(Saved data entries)
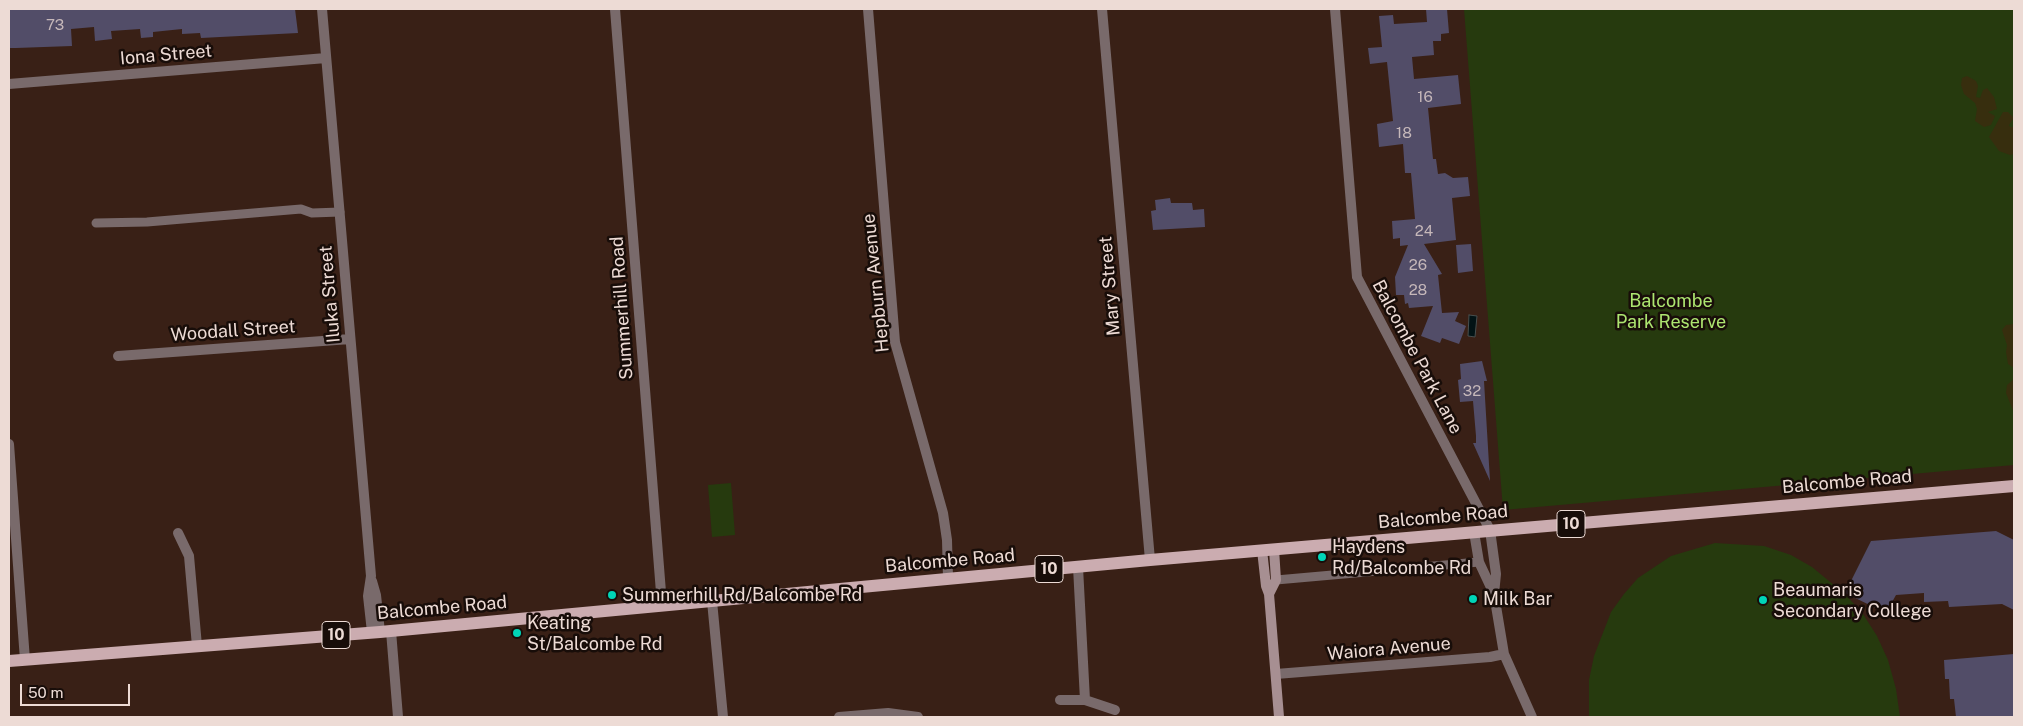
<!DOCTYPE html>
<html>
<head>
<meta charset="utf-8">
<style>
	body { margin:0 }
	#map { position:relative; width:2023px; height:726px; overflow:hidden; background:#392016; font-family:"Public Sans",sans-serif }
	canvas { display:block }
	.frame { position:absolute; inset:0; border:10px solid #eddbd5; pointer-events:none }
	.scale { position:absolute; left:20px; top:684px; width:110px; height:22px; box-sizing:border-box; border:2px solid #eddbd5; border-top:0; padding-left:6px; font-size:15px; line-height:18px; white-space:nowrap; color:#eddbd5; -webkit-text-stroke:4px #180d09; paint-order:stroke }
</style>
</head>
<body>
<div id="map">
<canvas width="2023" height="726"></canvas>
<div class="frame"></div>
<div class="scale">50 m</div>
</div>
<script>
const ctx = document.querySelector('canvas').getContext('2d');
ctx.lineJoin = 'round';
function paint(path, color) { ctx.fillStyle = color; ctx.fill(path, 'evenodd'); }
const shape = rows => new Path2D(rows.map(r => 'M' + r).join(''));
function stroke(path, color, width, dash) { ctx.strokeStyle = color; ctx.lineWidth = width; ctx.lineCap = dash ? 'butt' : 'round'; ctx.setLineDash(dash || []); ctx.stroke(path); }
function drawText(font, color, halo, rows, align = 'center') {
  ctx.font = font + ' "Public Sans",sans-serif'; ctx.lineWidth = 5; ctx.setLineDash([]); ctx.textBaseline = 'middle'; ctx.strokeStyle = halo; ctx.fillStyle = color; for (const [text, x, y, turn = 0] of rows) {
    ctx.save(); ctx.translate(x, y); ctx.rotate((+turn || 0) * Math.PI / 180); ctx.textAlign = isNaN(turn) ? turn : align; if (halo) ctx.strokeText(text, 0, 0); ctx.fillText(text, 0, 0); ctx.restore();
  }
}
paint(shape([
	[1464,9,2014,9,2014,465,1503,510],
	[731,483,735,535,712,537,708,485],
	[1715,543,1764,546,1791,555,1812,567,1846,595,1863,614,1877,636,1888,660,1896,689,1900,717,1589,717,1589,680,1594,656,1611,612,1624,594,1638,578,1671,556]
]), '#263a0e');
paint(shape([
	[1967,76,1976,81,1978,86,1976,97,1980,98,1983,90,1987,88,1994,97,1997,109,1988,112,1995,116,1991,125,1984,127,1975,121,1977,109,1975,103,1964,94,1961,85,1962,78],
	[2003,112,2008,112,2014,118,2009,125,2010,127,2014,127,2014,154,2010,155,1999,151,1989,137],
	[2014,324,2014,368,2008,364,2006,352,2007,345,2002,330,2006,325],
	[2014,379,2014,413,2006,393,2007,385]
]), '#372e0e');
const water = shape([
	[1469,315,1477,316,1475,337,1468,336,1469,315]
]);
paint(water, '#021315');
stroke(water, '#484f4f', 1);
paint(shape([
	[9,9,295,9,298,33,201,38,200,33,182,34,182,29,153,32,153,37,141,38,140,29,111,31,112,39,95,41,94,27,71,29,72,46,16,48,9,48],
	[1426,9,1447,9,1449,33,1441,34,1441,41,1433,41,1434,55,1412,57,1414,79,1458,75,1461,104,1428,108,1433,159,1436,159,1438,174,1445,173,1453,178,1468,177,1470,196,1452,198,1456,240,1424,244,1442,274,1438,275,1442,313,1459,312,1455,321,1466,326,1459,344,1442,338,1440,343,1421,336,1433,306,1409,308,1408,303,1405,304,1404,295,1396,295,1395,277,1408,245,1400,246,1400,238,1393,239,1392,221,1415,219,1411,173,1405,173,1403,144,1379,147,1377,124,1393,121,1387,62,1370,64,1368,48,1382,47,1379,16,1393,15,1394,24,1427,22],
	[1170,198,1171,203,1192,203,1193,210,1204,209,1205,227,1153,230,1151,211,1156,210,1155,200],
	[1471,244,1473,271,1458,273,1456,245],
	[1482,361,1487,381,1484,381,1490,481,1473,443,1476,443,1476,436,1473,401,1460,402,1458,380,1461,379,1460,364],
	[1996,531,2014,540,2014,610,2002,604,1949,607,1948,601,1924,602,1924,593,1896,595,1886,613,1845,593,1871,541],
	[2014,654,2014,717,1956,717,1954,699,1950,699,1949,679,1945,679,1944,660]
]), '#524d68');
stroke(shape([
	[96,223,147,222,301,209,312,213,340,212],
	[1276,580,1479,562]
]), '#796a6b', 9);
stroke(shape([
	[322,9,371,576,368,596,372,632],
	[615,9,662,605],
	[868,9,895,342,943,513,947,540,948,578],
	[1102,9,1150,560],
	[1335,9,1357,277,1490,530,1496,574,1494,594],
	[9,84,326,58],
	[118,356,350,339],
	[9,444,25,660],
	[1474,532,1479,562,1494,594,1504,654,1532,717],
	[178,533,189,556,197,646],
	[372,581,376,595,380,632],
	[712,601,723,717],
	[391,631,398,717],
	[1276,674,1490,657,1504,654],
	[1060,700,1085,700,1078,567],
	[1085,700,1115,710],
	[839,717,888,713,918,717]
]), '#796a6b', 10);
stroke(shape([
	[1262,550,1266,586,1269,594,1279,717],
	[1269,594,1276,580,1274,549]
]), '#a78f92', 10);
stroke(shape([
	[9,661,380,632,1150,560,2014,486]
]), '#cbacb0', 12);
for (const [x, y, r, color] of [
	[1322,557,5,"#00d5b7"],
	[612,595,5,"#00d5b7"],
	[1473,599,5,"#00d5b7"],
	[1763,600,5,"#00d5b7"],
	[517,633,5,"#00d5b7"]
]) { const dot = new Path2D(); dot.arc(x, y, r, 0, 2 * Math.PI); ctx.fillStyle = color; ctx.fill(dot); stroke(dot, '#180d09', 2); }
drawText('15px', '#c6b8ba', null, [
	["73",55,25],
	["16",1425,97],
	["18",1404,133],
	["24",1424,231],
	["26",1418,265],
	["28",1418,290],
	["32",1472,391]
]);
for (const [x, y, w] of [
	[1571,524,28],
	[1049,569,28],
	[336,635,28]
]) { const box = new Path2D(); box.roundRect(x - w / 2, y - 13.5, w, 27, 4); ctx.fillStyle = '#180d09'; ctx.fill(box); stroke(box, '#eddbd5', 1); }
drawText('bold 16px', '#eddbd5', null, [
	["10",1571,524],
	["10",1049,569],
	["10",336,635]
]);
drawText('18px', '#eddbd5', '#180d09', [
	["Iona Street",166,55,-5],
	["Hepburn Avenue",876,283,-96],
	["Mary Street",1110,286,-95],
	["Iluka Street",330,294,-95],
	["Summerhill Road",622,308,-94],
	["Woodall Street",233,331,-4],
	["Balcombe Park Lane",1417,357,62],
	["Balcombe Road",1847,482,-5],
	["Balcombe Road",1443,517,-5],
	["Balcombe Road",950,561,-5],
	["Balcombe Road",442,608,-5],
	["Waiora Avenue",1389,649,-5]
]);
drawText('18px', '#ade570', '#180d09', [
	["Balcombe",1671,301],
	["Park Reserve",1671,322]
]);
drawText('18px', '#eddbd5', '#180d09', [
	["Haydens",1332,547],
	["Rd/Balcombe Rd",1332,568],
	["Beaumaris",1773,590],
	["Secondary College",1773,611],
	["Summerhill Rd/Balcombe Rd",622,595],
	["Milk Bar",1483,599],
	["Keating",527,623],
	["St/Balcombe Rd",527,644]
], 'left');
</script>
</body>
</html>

...

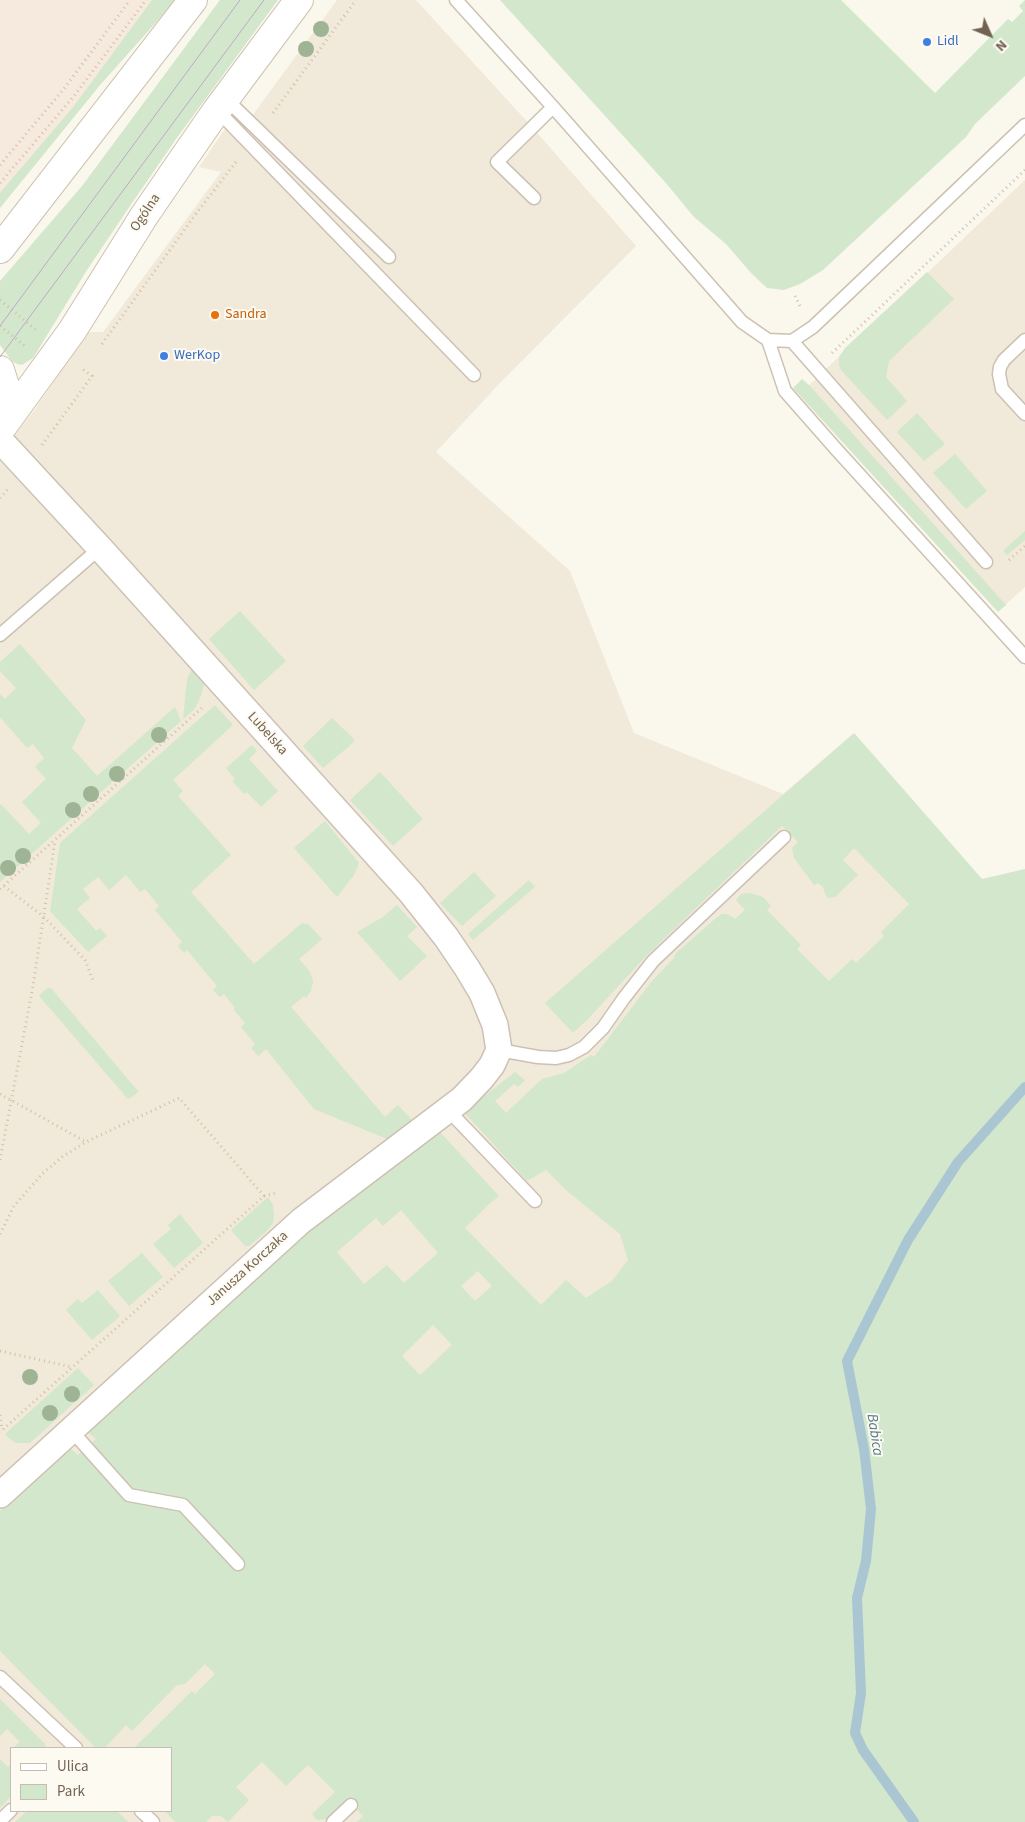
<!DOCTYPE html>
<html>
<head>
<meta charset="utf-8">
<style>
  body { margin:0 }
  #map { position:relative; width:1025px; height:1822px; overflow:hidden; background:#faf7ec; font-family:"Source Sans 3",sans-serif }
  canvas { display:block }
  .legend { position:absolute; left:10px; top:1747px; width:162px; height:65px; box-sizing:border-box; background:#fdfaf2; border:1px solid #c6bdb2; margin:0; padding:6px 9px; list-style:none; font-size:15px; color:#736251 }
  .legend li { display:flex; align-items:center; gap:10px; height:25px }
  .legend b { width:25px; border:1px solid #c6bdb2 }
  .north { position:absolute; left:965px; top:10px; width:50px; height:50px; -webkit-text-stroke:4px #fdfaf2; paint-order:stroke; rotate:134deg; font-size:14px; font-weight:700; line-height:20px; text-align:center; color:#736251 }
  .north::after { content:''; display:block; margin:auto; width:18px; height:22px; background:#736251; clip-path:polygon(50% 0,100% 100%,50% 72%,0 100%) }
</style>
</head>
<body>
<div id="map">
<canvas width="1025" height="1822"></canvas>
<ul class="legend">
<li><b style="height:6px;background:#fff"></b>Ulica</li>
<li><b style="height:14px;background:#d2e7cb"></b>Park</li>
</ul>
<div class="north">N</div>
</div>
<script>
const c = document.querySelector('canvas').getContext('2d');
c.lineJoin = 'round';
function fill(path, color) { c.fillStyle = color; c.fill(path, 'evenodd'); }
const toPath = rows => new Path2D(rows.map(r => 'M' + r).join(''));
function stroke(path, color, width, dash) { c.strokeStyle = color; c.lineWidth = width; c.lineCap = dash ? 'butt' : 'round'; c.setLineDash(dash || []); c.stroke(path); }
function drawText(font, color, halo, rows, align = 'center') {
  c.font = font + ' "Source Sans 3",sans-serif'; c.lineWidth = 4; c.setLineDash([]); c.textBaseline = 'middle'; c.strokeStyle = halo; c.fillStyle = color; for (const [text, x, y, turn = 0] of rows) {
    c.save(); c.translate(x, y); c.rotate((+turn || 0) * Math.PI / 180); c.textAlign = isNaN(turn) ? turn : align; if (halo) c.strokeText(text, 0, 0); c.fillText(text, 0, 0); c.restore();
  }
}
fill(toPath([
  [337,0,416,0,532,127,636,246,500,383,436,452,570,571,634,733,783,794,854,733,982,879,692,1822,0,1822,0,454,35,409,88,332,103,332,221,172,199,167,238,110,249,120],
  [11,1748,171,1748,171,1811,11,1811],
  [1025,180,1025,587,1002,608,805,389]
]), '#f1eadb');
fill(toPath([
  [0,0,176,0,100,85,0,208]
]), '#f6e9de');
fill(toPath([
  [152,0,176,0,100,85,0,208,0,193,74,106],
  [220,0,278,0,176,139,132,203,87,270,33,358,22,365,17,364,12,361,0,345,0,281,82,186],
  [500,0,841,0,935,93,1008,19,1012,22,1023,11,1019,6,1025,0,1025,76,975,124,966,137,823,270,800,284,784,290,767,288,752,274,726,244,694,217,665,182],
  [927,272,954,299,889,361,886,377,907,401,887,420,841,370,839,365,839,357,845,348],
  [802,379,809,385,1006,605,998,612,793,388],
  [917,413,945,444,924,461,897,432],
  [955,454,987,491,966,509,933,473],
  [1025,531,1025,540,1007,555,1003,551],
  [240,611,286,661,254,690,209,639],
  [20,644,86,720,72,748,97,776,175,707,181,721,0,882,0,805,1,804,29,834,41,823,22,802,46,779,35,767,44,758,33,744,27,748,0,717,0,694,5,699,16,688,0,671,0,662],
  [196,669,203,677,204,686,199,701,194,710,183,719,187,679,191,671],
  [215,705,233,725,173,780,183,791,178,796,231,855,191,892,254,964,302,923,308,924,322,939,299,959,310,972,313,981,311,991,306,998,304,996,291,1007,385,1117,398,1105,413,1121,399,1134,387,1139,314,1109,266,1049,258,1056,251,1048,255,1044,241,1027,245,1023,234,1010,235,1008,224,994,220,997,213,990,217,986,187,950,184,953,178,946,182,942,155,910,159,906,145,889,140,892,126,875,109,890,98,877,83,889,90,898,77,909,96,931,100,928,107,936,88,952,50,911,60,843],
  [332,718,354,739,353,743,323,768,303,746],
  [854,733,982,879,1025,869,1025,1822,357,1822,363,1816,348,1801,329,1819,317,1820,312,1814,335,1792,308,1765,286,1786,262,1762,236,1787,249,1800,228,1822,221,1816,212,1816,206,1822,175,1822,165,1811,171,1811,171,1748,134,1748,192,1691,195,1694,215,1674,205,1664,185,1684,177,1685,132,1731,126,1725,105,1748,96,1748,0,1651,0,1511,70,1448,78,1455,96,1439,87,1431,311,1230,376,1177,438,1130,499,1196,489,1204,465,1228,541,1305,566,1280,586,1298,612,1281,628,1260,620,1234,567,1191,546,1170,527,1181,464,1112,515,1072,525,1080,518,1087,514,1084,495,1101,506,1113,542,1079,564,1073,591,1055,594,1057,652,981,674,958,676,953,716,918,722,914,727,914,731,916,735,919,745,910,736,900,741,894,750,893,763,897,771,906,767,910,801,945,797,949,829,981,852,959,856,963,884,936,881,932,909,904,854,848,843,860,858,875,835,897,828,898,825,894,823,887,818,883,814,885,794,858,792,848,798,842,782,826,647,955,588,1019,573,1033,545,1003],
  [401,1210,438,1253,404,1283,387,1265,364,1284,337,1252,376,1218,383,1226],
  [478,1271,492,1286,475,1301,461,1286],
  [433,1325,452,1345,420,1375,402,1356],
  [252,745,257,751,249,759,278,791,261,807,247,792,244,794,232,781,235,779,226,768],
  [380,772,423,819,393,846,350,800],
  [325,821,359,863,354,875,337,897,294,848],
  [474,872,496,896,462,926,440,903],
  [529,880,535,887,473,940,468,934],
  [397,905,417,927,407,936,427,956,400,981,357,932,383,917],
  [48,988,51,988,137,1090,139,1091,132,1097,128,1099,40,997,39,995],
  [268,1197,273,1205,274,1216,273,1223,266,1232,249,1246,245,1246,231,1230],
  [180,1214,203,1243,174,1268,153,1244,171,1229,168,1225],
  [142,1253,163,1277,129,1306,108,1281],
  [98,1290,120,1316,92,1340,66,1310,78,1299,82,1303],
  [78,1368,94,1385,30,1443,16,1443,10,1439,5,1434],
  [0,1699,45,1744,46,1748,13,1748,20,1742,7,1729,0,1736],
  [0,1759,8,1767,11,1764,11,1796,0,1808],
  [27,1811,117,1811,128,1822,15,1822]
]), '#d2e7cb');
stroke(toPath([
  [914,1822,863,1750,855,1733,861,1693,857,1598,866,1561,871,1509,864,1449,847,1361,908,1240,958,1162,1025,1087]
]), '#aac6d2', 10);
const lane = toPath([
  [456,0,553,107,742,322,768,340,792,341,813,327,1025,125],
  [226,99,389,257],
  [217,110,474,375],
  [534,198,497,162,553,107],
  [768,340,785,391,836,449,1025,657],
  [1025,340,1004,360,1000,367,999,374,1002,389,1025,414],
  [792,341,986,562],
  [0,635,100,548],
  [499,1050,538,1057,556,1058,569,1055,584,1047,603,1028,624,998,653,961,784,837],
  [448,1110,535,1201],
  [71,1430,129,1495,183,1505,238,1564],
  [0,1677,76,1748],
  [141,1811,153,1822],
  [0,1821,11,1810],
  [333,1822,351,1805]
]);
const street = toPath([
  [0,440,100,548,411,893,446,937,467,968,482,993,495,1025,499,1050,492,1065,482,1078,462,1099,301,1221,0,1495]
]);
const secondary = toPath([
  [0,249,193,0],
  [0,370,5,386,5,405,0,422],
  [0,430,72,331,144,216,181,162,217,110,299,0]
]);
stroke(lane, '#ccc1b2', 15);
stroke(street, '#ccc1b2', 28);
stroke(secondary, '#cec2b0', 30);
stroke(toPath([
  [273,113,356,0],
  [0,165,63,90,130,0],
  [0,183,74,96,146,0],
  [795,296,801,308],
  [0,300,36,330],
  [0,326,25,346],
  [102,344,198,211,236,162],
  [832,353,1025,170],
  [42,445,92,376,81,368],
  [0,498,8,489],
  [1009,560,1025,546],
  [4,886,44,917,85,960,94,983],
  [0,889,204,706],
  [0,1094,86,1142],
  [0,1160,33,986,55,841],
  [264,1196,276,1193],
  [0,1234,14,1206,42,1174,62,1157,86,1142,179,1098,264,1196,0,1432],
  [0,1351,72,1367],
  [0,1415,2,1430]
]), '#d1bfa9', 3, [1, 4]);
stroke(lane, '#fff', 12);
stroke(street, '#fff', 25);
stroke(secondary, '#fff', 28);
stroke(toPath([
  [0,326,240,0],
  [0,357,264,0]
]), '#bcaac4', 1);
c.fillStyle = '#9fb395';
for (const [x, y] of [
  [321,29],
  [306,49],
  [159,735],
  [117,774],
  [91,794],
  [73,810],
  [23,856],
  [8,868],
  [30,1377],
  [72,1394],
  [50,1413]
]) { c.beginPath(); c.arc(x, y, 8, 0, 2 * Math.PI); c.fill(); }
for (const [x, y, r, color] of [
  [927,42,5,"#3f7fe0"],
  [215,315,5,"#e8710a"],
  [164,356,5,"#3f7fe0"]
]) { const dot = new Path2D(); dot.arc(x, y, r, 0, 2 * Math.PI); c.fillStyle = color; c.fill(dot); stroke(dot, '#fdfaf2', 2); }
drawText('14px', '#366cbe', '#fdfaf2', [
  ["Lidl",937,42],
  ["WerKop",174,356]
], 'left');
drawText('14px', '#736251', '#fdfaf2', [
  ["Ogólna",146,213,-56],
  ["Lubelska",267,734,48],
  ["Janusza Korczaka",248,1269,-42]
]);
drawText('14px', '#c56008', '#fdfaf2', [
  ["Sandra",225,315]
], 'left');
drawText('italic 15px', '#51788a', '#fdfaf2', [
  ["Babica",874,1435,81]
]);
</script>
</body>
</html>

#### Problem
The word "document" appears in some lines of the data. Copy every one of those lines.

#### The answer
const ctx = document.querySelector('canvas').getContext('2d');
const c = document.querySelector('canvas').getContext('2d');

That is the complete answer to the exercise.